INSTRUCTIONS FOR THE TASK
Show, from the entries below, every line in which "positions" appears.

GIVEN ENTRIES

|---|

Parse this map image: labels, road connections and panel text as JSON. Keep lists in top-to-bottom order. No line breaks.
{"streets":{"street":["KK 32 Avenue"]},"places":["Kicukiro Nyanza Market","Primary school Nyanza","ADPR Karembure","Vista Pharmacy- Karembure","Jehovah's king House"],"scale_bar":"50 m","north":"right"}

|---|

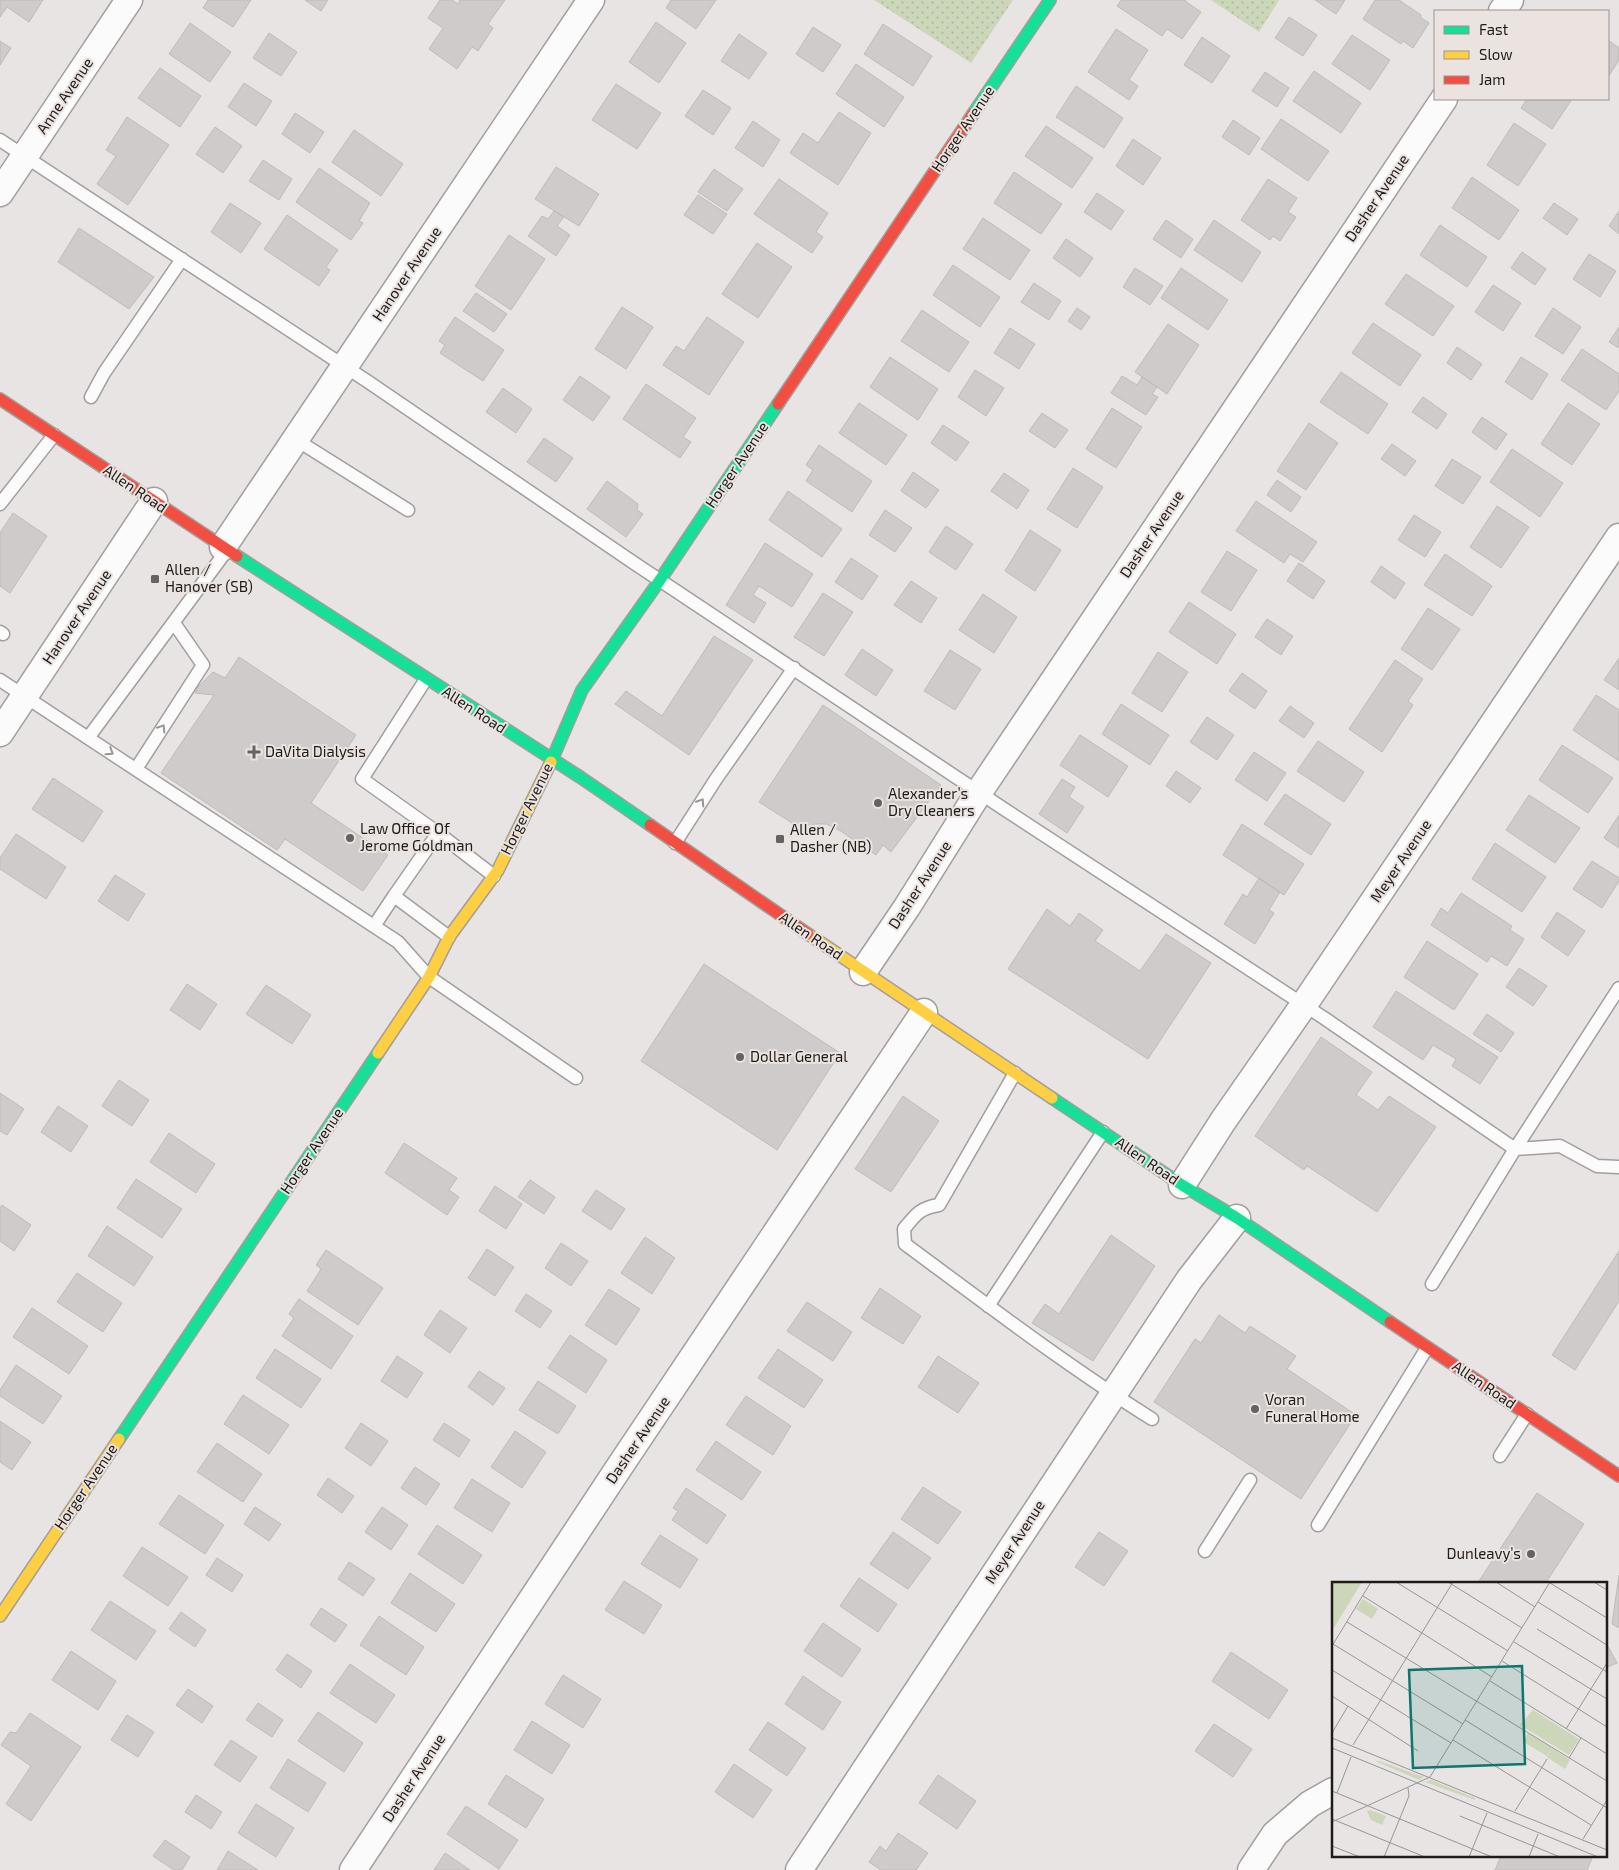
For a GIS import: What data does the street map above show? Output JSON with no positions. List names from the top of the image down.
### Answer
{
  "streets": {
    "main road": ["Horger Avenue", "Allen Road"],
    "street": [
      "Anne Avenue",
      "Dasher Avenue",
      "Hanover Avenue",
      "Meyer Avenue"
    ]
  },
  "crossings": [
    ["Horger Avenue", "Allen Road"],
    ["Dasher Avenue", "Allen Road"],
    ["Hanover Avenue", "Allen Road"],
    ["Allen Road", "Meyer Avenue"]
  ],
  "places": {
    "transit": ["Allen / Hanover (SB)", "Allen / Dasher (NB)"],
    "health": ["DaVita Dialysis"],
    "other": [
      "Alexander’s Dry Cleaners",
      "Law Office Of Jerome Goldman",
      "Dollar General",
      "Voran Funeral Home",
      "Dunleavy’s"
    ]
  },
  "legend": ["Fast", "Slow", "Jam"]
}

|---|

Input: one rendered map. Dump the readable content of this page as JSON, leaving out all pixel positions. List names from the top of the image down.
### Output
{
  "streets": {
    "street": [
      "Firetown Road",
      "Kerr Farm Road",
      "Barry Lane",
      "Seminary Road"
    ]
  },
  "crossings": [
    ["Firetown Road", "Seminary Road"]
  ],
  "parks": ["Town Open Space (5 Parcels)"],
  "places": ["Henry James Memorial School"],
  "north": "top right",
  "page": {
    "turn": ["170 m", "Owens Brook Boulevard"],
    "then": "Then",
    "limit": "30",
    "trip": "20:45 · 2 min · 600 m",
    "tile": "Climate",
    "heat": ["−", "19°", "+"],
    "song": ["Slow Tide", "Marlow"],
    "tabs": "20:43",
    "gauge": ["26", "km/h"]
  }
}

|---|

EXERCISE SOLUTION
For a GIS import: What data does the street map above show? Output JSON with no positions. List names from the top of the image down.
Input: one rendered map. Dump the readable content of this page as JSON, leaving out all pixel positions. List names from the top of the image down.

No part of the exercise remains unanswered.